Complex Word Count: 302


In [13]:
import nltk
from nltk.tokenize import word_tokenize
from nltk.corpus import stopwords
import string

nltk.download('punkt')
nltk.download('stopwords')

def calculate_total_cleaned_words(dataframe):
    # Tokenize the text into words
    words = [word_tokenize(text) for text in dataframe['Article']]

    # Flatten the list of words
    flattened_words = [word for sublist in words for word in sublist]

    # Remove stop words and punctuations
    stop_words = set(stopwords.words('english'))
    filtered_words = [word.lower() for word in flattened_words if word.lower() not in stop_words and word.lower() not in string.punctuation]

    # Remove additional punctuations from each word
    filtered_words = [''.join(char for char in word if char.isalnum()) for word in filtered_words if any(char.isalnum() for char in word)]

    # Count the total cleaned words
    total_cleaned_words = len(filtered_words)
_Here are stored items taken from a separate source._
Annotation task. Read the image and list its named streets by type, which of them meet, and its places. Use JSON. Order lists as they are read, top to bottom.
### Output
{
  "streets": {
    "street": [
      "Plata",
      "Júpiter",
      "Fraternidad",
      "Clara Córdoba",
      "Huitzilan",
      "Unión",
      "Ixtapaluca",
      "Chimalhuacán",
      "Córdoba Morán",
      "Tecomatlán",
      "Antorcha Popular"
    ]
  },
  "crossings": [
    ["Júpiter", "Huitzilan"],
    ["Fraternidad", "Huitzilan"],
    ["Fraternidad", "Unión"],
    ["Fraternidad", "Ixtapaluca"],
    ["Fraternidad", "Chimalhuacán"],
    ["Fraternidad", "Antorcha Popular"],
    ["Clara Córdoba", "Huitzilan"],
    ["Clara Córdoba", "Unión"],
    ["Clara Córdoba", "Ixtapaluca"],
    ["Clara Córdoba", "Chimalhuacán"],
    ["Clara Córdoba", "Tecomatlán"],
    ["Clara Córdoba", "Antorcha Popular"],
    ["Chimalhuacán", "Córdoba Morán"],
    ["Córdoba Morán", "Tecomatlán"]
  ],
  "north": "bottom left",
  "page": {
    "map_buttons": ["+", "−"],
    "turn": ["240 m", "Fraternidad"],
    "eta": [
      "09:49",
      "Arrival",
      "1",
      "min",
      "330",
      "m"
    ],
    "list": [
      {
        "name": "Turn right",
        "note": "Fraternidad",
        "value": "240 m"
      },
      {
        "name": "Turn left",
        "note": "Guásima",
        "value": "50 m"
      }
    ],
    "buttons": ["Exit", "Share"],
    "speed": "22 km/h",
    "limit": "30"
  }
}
    return total_cleaned_words

# Example usage:
total_cleaned_words_result = calculate_total_cleaned_words(df)

# Print the result
print("Total Cleaned Words:", total_cleaned_words_result)

Total Cleaned Words: 765


[nltk_data] Downloading package punkt to /usr/share/nltk_data...
[nltk_data]   Package punkt is already up-to-date!
[nltk_data] Downloading package stopwords to /usr/share/nltk_data...
[nltk_data]   Package stopwords is already up-to-date!


In [15]:
import nltk
from nltk.tokenize import word_tokenize
nltk.download('punkt')

# Function to count syllables in a word
def count_syllables(word):
    vowels = "aeiouy"
    count = 0
    prev_char = ''
    for char in word:
        char_lower = char.lower()
        if char_lower in vowels and prev_char not in vowels:
            count += 1
        prev_char = char_lower
    if word.endswith(("es", "ed")) and count > 1:
        count -= 1  # Adjust for exceptions
    return max(count, 1)  # At least one syllable

def calculate_syllable_counts(dataframe):
    # Tokenize the text into words
    words = [word_tokenize(text) for text in dataframe['Article']]

    # Flatten the list of words
    flattened_words = [word for sublist in words for word in sublist]
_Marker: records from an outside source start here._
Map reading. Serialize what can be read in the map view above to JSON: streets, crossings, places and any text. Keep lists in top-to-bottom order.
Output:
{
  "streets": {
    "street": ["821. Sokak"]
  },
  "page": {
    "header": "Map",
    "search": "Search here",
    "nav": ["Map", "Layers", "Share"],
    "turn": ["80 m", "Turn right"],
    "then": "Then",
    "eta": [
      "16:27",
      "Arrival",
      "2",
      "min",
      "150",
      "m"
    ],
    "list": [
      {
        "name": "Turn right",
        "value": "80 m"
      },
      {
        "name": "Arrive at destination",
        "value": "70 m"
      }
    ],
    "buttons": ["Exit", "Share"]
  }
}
    # Count syllables per word
    syllables_per_word = [count_syllables(word) for word in flattened_words]

    # Calculate total syllables
    total_syllables = sum(syllables_per_word)

    # Calculate average syllables per word
    average_syllables_per_word = total_syllables / len(flattened_words)
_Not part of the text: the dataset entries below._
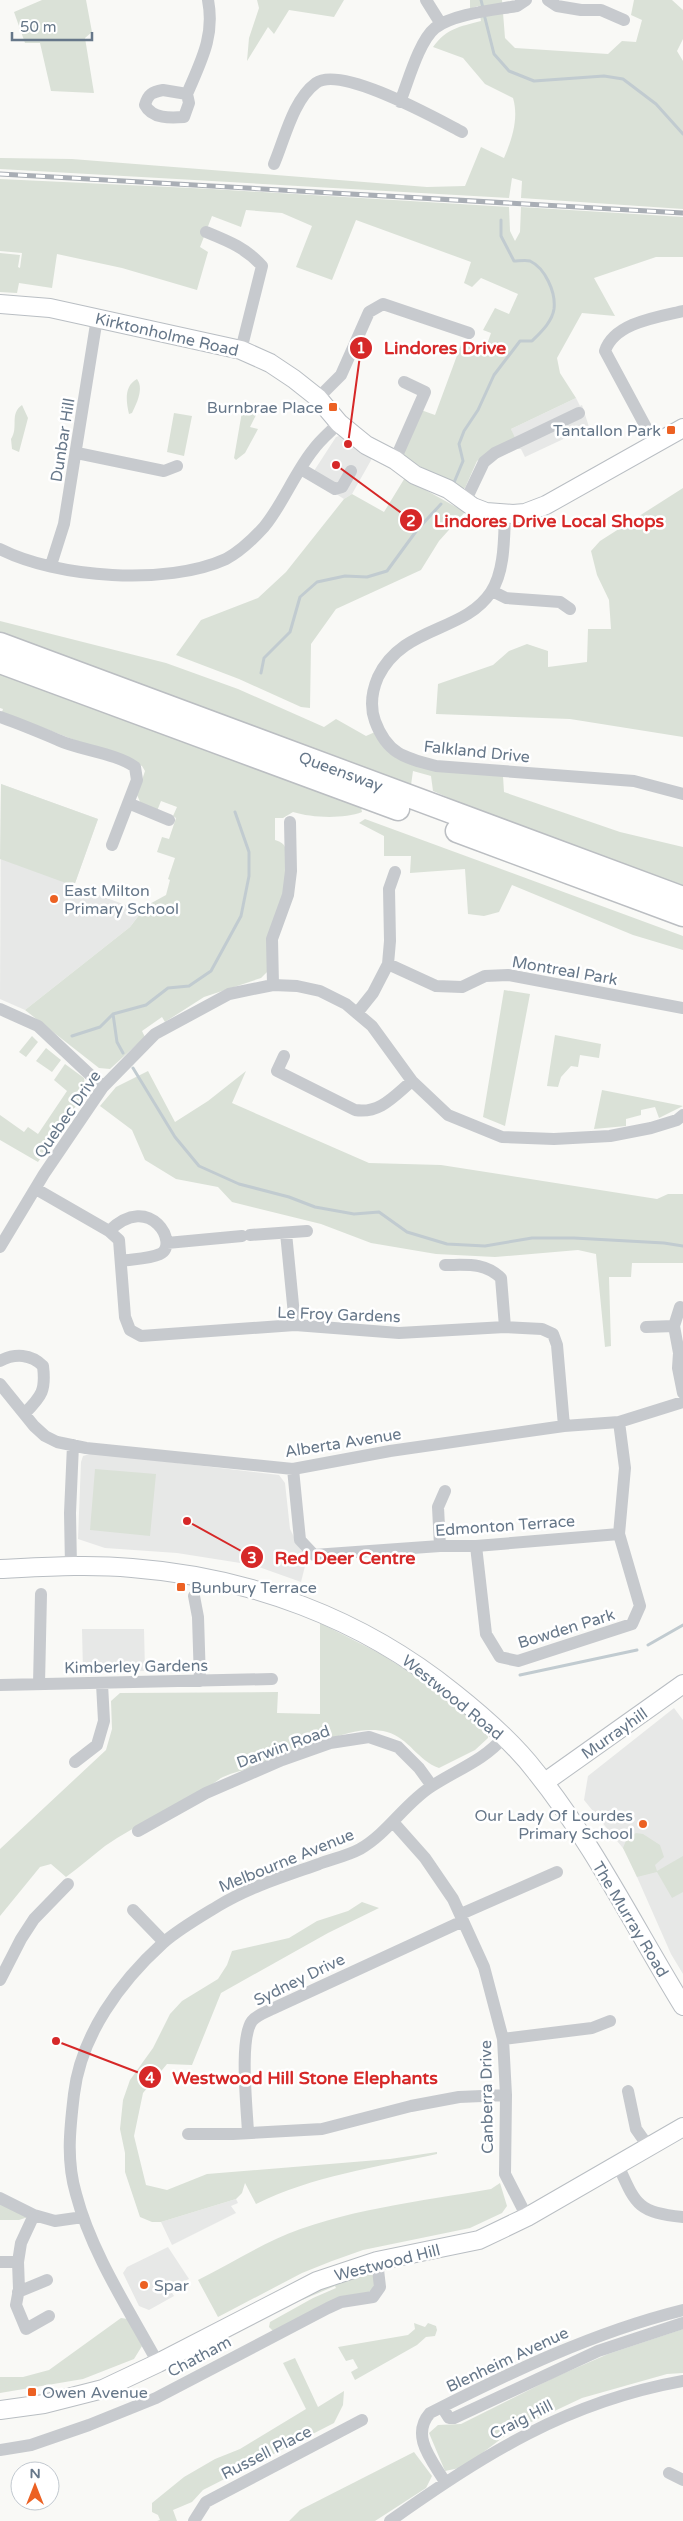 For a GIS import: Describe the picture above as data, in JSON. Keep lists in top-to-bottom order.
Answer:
{
  "streets": {
    "highway": ["Queensway"],
    "street": [
      "Kirktonholme Road",
      "Dunbar Hill",
      "Falkland Drive",
      "Montreal Park",
      "Quebec Drive",
      "Le Froy Gardens",
      "Alberta Avenue",
      "Edmonton Terrace",
      "Bowden Park",
      "Kimberley Gardens",
      "Westwood Road",
      "Murrayhill",
      "Darwin Road",
      "Melbourne Avenue",
      "The Murray Road",
      "Sydney Drive",
      "Canberra Drive",
      "Westwood Hill",
      "Chatham",
      "Blenheim Avenue",
      "Craig Hill",
      "Russell Place"
    ]
  },
  "crossings": [
    ["Kirktonholme Road", "Dunbar Hill"],
    ["Le Froy Gardens", "Alberta Avenue"],
    ["Alberta Avenue", "Edmonton Terrace"],
    ["Edmonton Terrace", "Bowden Park"],
    ["Westwood Road", "Murrayhill"],
    ["Westwood Road", "Melbourne Avenue"],
    ["Westwood Road", "The Murray Road"],
    ["Murrayhill", "The Murray Road"],
    ["Darwin Road", "Melbourne Avenue"],
    ["Melbourne Avenue", "Canberra Drive"],
    ["Melbourne Avenue", "Westwood Hill"],
    ["Sydney Drive", "Canberra Drive"],
    ["Canberra Drive", "Westwood Hill"],
    ["Westwood Hill", "Chatham"],
    ["Blenheim Avenue", "Craig Hill"]
  ],
  "places": {
    "transit": [
      "Burnbrae Place",
      "Tantallon Park",
      "Bunbury Terrace",
      "Owen Avenue"
    ],
    "other": [
      "Lindores Drive",
      "Lindores Drive Local Shops",
      "East Milton Primary School",
      "Red Deer Centre",
      "Our Lady Of Lourdes Primary School",
      "Westwood Hill Stone Elephants",
      "Spar"
    ]
  },
  "scale_bar": "50 m",
  "north": "top"
}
    return syllables_per_word, total_syllables, average_syllables_per_word

# Example usage:
syllables_per_word, total_syllables, average_syllables_per_word = calculate_syllable_counts(df)

[nltk_data] Downloading package punkt to /usr/share/nltk_data...
[nltk_data]   Package punkt is already up-to-date!


In [16]:
import re

def count_personal_pronouns(dataframe):
    # Define the regex pattern for personal pronouns
    personal_pronouns_pattern = re.compile(r'\b(?:I|we|my|ours|us)\b', flags=re.IGNORECASE)

    # Find matches in the text
    personal_pronouns_matches = personal_pronouns_pattern.findall(dataframe['Article'].iloc[0])

    # Count the occurrences
    personal_pronouns_count = len(personal_pronouns_matches)

    return personal_pronouns_count

# Example usage:
personal_pronouns_count_result = count_personal_pronouns(df)

# Print the result
print("Personal Pronouns Count:", personal_pronouns_count_result)

Personal Pronouns Count: 5


In [17]:
import nltk
from nltk.tokenize import word_tokenize
nltk.download('punkt')

def calculate_average_word_length(dataframe):
    # Tokenize the text into words
    words = [word_tokenize(text) for text in dataframe['Article']]

    # Flatten the list of words
    flattened_words = [word for sublist in words for word in sublist]

    # Calculate the sum of the total number of characters in each word
    total_characters = sum(len(word) for word in flattened_words)

    # Calculate the total number of words
    total_words = len(flattened_words)

    # Calculate the average word length
    average_word_length = total_characters / total_words if total_words > 0 else 0

    return average_word_length

# Example usage:
average_word_length_result = calculate_average_word_length(df)

# Print the result
print("Average Word Length:", average_word_length_result)


Average Word Length: 4.836030964109782


[nltk_data] Downloading package punkt to /usr/share/nltk_data...
[nltk_data]   Package punkt is already up-to-date!